» **WHAT IS BEING ASKED**
Each line of the records below that holds "image" should be copied out.

*** Opening of PROVIDED MATERIAL ***

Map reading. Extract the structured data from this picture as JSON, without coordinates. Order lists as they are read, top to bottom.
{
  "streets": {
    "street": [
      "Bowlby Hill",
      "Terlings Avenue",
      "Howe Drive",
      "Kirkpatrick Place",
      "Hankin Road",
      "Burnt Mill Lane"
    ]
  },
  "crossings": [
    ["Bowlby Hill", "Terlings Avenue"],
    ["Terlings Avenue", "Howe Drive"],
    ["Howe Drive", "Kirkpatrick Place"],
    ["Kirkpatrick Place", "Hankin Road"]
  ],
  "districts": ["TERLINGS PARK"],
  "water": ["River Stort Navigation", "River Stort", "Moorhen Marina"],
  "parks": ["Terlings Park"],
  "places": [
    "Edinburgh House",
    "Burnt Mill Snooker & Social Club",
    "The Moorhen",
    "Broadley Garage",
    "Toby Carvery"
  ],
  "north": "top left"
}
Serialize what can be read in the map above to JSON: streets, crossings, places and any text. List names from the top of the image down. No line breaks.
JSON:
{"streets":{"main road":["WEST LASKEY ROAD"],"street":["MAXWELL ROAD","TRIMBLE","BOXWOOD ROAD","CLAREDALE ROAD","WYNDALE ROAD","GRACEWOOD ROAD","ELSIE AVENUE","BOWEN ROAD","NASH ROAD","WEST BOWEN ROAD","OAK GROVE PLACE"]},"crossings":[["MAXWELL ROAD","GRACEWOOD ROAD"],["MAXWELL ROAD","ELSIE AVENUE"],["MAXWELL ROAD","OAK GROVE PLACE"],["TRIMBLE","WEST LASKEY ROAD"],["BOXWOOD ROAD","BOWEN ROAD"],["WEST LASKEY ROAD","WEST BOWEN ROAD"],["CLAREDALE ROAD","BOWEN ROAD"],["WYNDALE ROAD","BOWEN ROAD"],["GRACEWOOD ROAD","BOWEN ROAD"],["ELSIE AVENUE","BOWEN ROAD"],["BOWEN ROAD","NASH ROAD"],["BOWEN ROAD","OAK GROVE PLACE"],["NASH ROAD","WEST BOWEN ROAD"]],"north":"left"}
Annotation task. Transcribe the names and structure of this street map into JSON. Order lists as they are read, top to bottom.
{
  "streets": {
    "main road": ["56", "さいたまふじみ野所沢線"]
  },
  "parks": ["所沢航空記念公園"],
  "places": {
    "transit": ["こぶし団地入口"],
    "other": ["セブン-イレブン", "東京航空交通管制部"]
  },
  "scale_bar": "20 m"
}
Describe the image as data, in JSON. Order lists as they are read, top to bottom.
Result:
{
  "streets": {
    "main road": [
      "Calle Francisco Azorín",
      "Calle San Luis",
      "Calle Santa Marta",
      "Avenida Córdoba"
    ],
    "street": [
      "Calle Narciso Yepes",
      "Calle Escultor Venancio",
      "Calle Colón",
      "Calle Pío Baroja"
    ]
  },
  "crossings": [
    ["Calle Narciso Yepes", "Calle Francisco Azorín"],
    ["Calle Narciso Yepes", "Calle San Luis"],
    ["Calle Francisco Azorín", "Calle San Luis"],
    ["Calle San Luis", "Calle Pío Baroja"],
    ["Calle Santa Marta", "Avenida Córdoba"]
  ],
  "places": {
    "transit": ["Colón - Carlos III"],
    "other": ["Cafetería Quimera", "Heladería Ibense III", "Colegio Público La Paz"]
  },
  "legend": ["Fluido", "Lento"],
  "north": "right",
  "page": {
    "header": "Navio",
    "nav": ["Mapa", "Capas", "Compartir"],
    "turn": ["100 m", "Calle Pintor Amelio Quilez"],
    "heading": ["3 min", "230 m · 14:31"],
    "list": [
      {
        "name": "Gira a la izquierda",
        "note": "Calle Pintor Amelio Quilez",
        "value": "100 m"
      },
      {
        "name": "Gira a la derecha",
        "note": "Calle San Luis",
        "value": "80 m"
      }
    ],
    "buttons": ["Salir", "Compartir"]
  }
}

*** Close of PROVIDED MATERIAL ***

» **THE ANSWER**
Serialize what can be read in the map above to JSON: streets, crossings, places and any text. List names from the top of the image down. No line breaks.
Describe the image as data, in JSON. Order lists as they are read, top to bottom.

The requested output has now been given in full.